WHAT IS NEEDED: Begin with the first line of the entries below. Copy each line exactly, stopping after the one that contains "filter:drop-shadow(0 0 1px".

INFORMATION:
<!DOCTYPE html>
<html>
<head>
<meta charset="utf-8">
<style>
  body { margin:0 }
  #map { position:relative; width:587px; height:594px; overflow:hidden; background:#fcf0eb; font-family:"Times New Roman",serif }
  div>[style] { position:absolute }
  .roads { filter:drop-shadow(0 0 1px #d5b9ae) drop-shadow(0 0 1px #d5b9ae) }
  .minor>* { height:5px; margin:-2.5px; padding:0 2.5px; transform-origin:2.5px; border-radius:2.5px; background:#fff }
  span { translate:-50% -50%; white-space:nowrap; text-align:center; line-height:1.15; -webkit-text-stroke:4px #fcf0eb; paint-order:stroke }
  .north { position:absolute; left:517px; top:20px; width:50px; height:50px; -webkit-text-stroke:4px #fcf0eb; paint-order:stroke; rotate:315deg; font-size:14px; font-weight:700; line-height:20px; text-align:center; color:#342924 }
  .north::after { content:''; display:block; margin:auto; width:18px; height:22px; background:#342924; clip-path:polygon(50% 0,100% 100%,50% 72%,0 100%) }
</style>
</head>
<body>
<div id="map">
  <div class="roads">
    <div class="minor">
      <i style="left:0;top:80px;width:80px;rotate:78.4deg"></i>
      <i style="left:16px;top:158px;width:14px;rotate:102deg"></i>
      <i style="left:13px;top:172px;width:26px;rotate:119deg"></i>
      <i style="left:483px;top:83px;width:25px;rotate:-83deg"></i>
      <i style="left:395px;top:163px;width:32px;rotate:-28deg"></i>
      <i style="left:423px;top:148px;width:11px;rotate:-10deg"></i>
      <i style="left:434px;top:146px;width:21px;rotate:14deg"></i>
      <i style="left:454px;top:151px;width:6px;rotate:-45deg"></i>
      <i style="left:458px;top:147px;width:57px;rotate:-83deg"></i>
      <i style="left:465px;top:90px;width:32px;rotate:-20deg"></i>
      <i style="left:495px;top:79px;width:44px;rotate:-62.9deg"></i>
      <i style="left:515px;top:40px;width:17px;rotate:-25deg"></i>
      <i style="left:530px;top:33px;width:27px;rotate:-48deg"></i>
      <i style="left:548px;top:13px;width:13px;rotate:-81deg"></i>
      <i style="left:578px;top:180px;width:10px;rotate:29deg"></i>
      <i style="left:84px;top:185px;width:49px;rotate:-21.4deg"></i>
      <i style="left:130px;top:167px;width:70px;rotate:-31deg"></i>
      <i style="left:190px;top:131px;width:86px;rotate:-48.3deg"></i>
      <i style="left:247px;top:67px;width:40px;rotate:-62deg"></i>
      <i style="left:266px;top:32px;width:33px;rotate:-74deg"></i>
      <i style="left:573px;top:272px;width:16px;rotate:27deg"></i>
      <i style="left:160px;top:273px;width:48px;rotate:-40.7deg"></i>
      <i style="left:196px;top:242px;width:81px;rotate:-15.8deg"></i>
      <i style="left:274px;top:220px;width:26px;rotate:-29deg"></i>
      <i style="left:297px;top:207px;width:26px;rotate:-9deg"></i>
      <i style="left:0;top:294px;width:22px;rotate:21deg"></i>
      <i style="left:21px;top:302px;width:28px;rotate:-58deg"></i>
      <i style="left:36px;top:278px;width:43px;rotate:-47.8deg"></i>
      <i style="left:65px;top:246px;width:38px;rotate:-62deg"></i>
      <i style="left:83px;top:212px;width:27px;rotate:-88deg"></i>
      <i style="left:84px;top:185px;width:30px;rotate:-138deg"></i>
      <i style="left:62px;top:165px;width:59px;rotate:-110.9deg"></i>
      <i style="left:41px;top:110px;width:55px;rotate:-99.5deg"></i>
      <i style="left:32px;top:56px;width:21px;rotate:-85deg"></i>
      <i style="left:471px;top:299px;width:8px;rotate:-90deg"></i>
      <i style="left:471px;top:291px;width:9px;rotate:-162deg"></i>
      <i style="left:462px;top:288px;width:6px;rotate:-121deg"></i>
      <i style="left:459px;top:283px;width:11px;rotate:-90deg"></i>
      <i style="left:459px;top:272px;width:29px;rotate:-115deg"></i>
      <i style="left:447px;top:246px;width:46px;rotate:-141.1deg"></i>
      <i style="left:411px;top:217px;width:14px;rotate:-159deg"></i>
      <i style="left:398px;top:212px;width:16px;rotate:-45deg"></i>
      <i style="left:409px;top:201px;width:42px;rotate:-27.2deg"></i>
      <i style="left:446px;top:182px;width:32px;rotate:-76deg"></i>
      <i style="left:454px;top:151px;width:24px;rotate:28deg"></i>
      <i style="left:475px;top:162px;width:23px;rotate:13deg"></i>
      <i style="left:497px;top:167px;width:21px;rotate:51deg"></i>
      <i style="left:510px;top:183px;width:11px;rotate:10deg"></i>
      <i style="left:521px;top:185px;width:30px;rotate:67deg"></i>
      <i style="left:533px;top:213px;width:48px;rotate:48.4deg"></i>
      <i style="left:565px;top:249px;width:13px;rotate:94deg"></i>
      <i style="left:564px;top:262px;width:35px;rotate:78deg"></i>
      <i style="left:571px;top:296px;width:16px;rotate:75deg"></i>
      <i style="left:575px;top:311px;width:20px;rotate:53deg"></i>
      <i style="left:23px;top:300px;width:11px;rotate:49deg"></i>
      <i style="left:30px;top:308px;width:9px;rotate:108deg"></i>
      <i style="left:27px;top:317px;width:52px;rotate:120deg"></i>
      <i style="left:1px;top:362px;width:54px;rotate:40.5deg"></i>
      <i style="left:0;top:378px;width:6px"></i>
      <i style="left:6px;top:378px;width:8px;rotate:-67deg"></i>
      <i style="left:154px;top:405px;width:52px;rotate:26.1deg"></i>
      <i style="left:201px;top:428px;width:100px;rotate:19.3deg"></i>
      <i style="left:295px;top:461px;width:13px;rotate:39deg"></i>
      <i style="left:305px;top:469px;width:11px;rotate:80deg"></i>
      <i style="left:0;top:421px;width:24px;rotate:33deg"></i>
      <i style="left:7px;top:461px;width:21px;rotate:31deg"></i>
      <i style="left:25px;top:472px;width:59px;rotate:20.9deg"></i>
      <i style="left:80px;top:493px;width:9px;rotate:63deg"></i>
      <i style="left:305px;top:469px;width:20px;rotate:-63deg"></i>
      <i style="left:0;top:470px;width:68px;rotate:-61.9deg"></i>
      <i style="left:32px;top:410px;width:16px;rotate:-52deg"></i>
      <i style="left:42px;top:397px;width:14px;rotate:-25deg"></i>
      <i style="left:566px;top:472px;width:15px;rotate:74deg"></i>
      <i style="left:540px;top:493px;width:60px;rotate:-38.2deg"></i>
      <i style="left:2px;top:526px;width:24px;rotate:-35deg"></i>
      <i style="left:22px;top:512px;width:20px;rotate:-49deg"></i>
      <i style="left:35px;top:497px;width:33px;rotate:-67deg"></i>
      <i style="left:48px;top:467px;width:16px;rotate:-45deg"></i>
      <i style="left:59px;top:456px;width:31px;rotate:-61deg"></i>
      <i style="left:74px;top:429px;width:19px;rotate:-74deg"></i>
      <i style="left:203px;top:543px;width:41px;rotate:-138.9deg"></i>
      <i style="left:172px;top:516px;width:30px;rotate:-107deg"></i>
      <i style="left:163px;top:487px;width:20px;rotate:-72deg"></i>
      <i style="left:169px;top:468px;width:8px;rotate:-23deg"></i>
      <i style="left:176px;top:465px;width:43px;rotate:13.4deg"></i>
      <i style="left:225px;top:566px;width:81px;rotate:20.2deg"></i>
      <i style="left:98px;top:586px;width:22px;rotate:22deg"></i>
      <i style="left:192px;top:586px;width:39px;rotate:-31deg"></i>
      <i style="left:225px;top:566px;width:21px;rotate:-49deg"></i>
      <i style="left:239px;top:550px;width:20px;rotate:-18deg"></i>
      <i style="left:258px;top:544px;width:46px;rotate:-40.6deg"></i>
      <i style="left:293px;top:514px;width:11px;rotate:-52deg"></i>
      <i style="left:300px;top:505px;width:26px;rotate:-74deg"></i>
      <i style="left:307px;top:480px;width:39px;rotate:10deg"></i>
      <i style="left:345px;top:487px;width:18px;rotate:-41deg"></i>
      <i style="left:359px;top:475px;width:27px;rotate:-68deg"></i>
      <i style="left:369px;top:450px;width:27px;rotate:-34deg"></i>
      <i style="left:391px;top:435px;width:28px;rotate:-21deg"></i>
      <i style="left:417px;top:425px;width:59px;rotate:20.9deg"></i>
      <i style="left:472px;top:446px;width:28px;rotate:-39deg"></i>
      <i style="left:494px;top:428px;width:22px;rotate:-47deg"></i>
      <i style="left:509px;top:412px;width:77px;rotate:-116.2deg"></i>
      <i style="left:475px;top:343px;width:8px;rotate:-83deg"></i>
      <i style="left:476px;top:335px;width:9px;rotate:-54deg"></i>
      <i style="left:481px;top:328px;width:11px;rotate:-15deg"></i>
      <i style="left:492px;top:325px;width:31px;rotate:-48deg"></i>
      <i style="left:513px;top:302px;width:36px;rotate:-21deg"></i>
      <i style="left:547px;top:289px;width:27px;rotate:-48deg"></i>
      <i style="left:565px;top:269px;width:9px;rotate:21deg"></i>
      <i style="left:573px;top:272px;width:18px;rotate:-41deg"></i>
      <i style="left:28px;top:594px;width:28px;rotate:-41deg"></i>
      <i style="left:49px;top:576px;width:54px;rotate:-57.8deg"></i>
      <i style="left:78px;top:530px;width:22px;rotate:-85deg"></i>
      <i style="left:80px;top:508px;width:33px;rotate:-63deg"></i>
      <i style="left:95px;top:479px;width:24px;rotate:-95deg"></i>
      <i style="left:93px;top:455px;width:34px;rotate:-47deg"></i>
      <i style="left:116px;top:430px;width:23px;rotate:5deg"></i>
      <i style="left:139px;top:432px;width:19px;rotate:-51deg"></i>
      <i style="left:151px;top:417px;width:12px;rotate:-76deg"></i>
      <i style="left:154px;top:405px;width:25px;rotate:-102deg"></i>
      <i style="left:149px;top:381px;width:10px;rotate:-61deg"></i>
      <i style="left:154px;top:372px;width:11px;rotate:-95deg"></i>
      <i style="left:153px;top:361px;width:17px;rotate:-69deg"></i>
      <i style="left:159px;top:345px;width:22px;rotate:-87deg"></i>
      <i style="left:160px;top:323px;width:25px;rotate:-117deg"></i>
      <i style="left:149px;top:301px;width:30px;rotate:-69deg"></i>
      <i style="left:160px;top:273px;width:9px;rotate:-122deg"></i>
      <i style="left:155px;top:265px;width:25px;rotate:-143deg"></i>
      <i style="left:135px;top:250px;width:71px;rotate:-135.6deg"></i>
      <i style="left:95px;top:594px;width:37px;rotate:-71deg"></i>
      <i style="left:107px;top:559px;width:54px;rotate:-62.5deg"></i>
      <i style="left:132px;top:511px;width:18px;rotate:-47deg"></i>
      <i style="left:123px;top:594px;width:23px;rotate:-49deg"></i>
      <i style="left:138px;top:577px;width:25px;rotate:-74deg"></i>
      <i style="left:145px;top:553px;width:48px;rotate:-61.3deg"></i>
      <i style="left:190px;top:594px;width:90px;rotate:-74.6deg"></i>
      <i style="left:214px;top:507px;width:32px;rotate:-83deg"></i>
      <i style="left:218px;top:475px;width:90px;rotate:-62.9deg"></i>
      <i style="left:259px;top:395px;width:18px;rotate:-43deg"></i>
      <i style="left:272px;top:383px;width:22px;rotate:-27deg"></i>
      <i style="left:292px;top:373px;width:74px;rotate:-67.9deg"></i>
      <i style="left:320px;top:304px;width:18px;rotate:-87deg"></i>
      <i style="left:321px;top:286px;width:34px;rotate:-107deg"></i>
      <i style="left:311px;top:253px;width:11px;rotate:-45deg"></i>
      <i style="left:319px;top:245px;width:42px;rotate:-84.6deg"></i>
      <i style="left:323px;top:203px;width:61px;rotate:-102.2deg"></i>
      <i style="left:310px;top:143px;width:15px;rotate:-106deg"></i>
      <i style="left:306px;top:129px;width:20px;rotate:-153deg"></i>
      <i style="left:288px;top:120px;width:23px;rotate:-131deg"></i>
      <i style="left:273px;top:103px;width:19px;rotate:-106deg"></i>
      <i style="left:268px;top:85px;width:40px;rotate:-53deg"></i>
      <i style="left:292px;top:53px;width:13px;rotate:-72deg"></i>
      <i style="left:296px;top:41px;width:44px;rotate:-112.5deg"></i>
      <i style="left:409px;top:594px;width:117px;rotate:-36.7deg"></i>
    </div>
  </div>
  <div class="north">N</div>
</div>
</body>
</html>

ANSWER TO THIS PROBLEM:
<!DOCTYPE html>
<html>
<head>
<meta charset="utf-8">
<style>
  body { margin:0 }
  #map { position:relative; width:587px; height:594px; overflow:hidden; background:#fcf0eb; font-family:"Times New Roman",serif }
  div>[style] { position:absolute }
  .roads { filter:drop-shadow(0 0 1px #d5b9ae) drop-shadow(0 0 1px #d5b9ae) }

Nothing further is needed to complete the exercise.